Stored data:
---------------

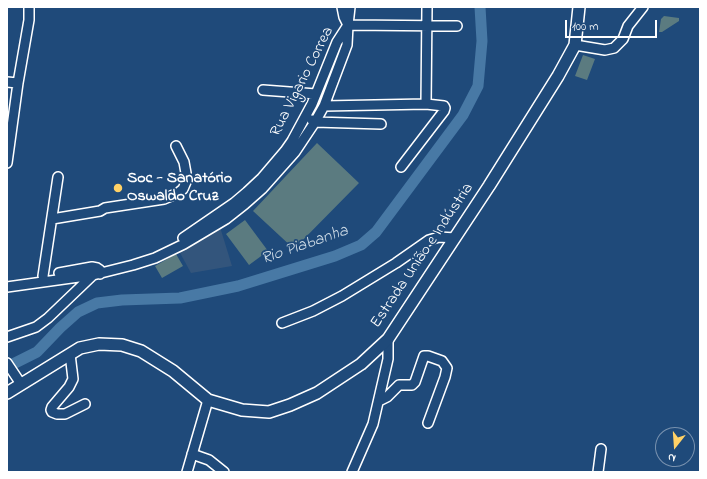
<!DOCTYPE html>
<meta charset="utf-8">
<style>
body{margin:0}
#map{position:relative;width:707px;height:479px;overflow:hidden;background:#1f4a7a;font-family:"Indie Flower",sans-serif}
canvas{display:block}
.frame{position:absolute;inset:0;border:8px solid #fff;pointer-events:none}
.north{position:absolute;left:655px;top:427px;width:40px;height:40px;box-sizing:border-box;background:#1f4a7a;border:1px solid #7992af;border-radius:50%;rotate:197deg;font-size:11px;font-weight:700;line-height:16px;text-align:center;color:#fff}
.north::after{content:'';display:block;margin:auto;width:14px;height:18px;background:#ffd166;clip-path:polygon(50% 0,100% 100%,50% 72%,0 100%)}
.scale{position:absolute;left:565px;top:20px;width:92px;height:18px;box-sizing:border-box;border:2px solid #fff;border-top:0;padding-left:5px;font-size:12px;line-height:14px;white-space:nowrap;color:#fff;-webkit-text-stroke:3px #1f4a7a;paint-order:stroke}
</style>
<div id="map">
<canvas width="707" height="479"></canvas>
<div class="frame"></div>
<div class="north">N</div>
<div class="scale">100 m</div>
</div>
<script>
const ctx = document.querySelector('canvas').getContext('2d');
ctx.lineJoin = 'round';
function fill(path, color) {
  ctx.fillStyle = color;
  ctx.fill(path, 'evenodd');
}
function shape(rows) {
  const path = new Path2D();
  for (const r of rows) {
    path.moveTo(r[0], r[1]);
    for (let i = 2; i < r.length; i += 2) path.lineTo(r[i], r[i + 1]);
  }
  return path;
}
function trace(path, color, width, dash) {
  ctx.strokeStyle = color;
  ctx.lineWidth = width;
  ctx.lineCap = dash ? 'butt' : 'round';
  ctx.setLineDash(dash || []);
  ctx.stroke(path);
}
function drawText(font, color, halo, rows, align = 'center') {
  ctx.font = font + ' "Indie Flower",sans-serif';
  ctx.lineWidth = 3.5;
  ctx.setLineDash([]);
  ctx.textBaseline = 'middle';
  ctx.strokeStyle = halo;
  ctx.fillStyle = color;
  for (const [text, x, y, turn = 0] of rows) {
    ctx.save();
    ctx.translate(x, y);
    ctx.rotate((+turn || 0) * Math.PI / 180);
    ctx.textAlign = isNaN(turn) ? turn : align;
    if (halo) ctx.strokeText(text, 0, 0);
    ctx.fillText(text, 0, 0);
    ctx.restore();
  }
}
const built = shape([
 [220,227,232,266,191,273,179,251]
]);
const green = shape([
 [664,16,679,18,679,21,662,32,659,32,661,19],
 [583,55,595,59,587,80,575,76],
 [317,143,359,183,294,249,253,211],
 [245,220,268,251,249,265,226,234],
 [176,254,183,266,162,278,155,266]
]);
const river = shape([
 [7,367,37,352,60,328,78,312,97,303,122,300,180,298,238,286,335,256,361,245,376,232,463,115,478,86,482,41,480,7]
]);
const minor = shape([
 [348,25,457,26],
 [575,45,605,50,614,48,623,39,628,26,643,7],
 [7,82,18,83],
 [263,90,316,94],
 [426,104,427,7],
 [324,106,426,104,444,106,445,108,444,111,401,167],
 [312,120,315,122,381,124],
 [7,163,18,83,29,20,29,7],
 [52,219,100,211,105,208,164,199,178,193,183,189,186,182,186,173,184,162,176,146],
 [183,238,234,203,247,192,262,178,285,151,292,141,312,104,337,42,348,25,350,7],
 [59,273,92,267,97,268,100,270,100,274],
 [43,276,58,177],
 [7,287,93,275,133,265,155,258,184,244,226,219,245,204,262,189,295,152,315,122,324,106,347,45,348,25,344,17,342,7],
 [282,323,313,311,342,296,396,263,429,240,439,237,455,238],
 [7,337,36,327,48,318,93,275],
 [70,354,73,379,69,387,52,407,51,410,52,412,57,414,65,414,85,404],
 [7,363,21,384],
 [379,401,387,397,399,385,412,385,415,382,424,356,428,356,442,361,447,368,445,377,428,423],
 [192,454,209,460,224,472],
 [187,472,208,400],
 [352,472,373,424,388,359,388,339],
 [598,472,601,449]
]);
const major = shape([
 [7,393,80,348,99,344,122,345,141,351,173,371,208,400,242,410,269,412,290,405,317,393,361,364,388,339,489,186,558,76,575,45,579,7]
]);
const markers = [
 [118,188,5,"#ffd166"]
];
const streetNames = [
 ["Rua Vigario Correa",303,82,-63],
 ["Estrada União e Indústria",423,256,-56]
];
const poiNames = [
 ["Soc - Sanatório",127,179],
 ["Oswaldo Cruz",127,197]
];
const waterNames = [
 ["Rio Piabanha",305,246,-19]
];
fill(built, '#33557c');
fill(green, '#5b7b80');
trace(river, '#4879a5', 11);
trace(minor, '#fff', 12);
trace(major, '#fff', 14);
trace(minor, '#1f4a7a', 9);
trace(major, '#1f4a7a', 11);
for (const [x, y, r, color] of markers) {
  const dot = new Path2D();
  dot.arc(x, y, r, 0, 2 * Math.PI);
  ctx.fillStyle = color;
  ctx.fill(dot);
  trace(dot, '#1f4a7a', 1.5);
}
drawText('16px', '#fff', '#1f4a7a', streetNames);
drawText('bold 16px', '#fff', '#1f4a7a', poiNames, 'left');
drawText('italic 17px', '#d1dee8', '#1f4a7a', waterNames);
</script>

---------------

EXERCISE = In the entries above, how many lines hold "halo"? Answer with the number alone.

EXERCISE RESULT = 3